*WORK ITEM*.
Except for the pictures, retype the records that follow exactly.

(GIVEN DATA Opens)

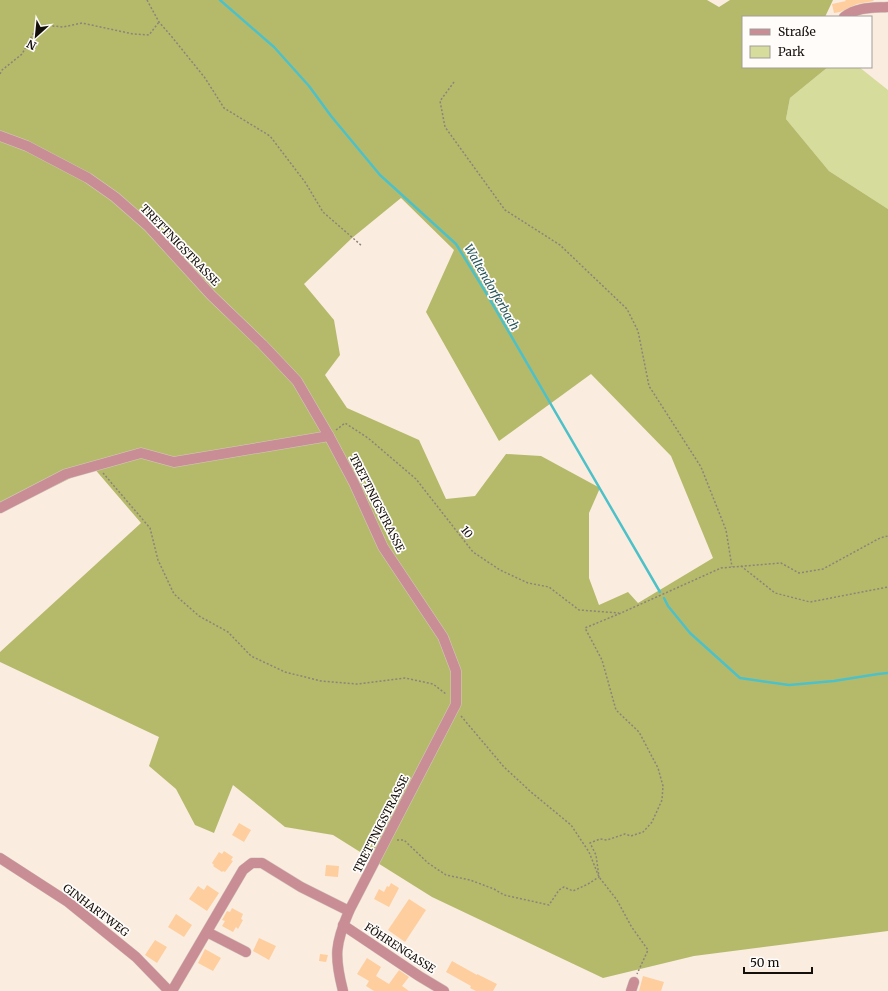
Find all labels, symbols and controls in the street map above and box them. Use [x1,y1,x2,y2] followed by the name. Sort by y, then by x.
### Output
[16,16,56,56] north arrow
[742,16,872,68] legend
[778,24,816,39] text: Straße
[24,37,39,53] text: N
[778,44,805,59] text: Park
[138,201,222,289] street label: TRETTNIGSTRASSE
[461,241,523,333] water label: Waltendorferbach
[346,452,408,554] street label: TRETTNIGSTRASSE
[458,523,476,541] street label: 10
[350,773,412,875] street label: TRETTNIGSTRASSE
[60,881,132,939] street label: GINHARTWEG
[362,920,438,976] street label: FÖHRENGASSE
[744,949,812,975] scale bar
[750,955,779,970] text: 50 m

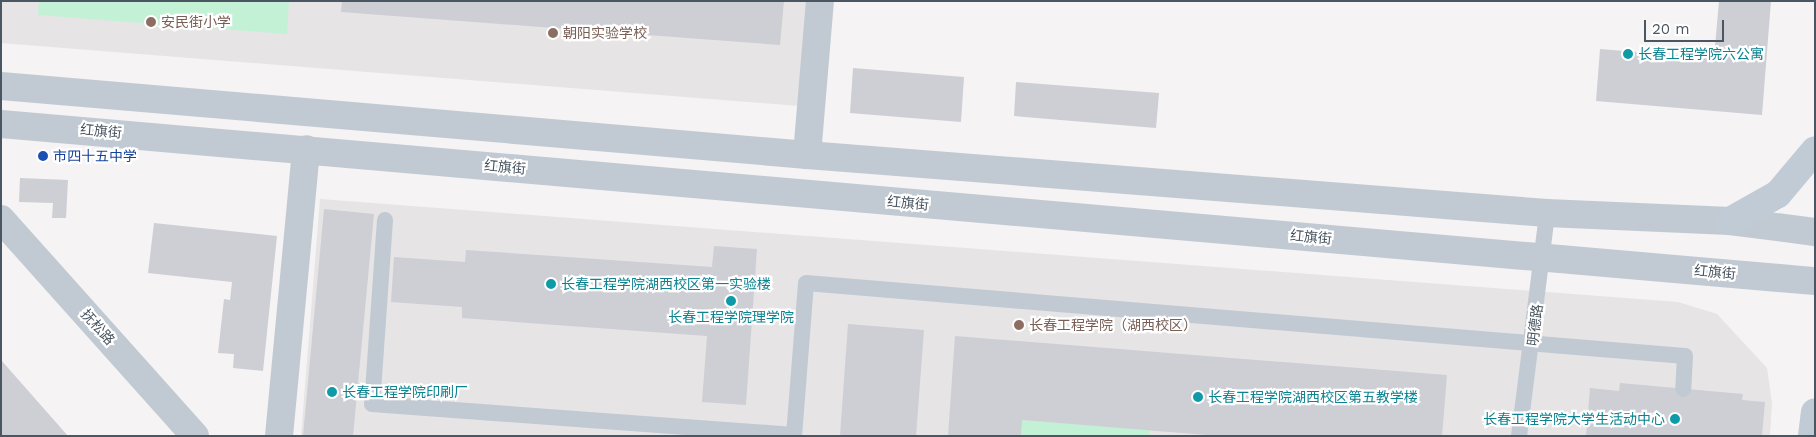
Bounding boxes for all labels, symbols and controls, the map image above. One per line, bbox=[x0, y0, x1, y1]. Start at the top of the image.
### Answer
scale bar bbox=[1646, 10, 1726, 42]
place label: 安民街小学 bbox=[161, 14, 231, 30]
marker: 安民街小学 bbox=[145, 16, 157, 28]
text: 20 m bbox=[1652, 20, 1690, 38]
place label: 朝阳实验学校 bbox=[563, 25, 647, 41]
marker: 朝阳实验学校 bbox=[547, 27, 559, 39]
place label: 长春工程学院六公寓 bbox=[1638, 46, 1764, 62]
marker: 长春工程学院六公寓 bbox=[1622, 48, 1634, 60]
street label: 红旗街 bbox=[79, 121, 123, 141]
place label: 市四十五中学 bbox=[53, 148, 137, 164]
marker: 市四十五中学 bbox=[37, 150, 49, 162]
street label: 红旗街 bbox=[483, 157, 527, 177]
street label: 红旗街 bbox=[886, 193, 930, 213]
street label: 红旗街 bbox=[1289, 227, 1333, 247]
street label: 红旗街 bbox=[1693, 262, 1737, 282]
place label: 长春工程学院湖西校区第一实验楼 bbox=[561, 276, 771, 292]
marker: 长春工程学院湖西校区第一实验楼 bbox=[545, 278, 557, 290]
marker: 长春工程学院理学院 bbox=[725, 295, 737, 307]
street label: 明德路 bbox=[1524, 303, 1546, 347]
street label: 抚松路 bbox=[78, 306, 118, 348]
place label: 长春工程学院理学院 bbox=[668, 309, 794, 325]
place label: 长春工程学院（湖西校区） bbox=[1029, 317, 1197, 333]
marker: 长春工程学院（湖西校区） bbox=[1013, 319, 1025, 331]
place label: 长春工程学院印刷厂 bbox=[342, 384, 468, 400]
marker: 长春工程学院印刷厂 bbox=[326, 386, 338, 398]
place label: 长春工程学院湖西校区第五教学楼 bbox=[1208, 389, 1418, 405]
marker: 长春工程学院湖西校区第五教学楼 bbox=[1192, 391, 1204, 403]
place label: 长春工程学院大学生活动中心 bbox=[1483, 411, 1665, 427]
marker: 长春工程学院大学生活动中心 bbox=[1669, 413, 1681, 425]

(GIVEN DATA Closes)

*EXERCISE OUTPUT*.
Find all labels, symbols and controls in the street map above and box them. Use [x1,y1,x2,y2] followed by the name. Sort by y, then by x.
### Output
[16,16,56,56] north arrow
[742,16,872,68] legend
[778,24,816,39] text: Straße
[24,37,39,53] text: N
[778,44,805,59] text: Park
[138,201,222,289] street label: TRETTNIGSTRASSE
[461,241,523,333] water label: Waltendorferbach
[346,452,408,554] street label: TRETTNIGSTRASSE
[458,523,476,541] street label: 10
[350,773,412,875] street label: TRETTNIGSTRASSE
[60,881,132,939] street label: GINHARTWEG
[362,920,438,976] street label: FÖHRENGASSE
[744,949,812,975] scale bar
[750,955,779,970] text: 50 m

Bounding boxes for all labels, symbols and controls, the map image above. One per line, bbox=[x0, y0, x1, y1]. Start at the top of the image.
### Answer
scale bar bbox=[1646, 10, 1726, 42]
place label: 安民街小学 bbox=[161, 14, 231, 30]
marker: 安民街小学 bbox=[145, 16, 157, 28]
text: 20 m bbox=[1652, 20, 1690, 38]
place label: 朝阳实验学校 bbox=[563, 25, 647, 41]
marker: 朝阳实验学校 bbox=[547, 27, 559, 39]
place label: 长春工程学院六公寓 bbox=[1638, 46, 1764, 62]
marker: 长春工程学院六公寓 bbox=[1622, 48, 1634, 60]
street label: 红旗街 bbox=[79, 121, 123, 141]
place label: 市四十五中学 bbox=[53, 148, 137, 164]
marker: 市四十五中学 bbox=[37, 150, 49, 162]
street label: 红旗街 bbox=[483, 157, 527, 177]
street label: 红旗街 bbox=[886, 193, 930, 213]
street label: 红旗街 bbox=[1289, 227, 1333, 247]
street label: 红旗街 bbox=[1693, 262, 1737, 282]
place label: 长春工程学院湖西校区第一实验楼 bbox=[561, 276, 771, 292]
marker: 长春工程学院湖西校区第一实验楼 bbox=[545, 278, 557, 290]
marker: 长春工程学院理学院 bbox=[725, 295, 737, 307]
street label: 明德路 bbox=[1524, 303, 1546, 347]
street label: 抚松路 bbox=[78, 306, 118, 348]
place label: 长春工程学院理学院 bbox=[668, 309, 794, 325]
place label: 长春工程学院（湖西校区） bbox=[1029, 317, 1197, 333]
marker: 长春工程学院（湖西校区） bbox=[1013, 319, 1025, 331]
place label: 长春工程学院印刷厂 bbox=[342, 384, 468, 400]
marker: 长春工程学院印刷厂 bbox=[326, 386, 338, 398]
place label: 长春工程学院湖西校区第五教学楼 bbox=[1208, 389, 1418, 405]
marker: 长春工程学院湖西校区第五教学楼 bbox=[1192, 391, 1204, 403]
place label: 长春工程学院大学生活动中心 bbox=[1483, 411, 1665, 427]
marker: 长春工程学院大学生活动中心 bbox=[1669, 413, 1681, 425]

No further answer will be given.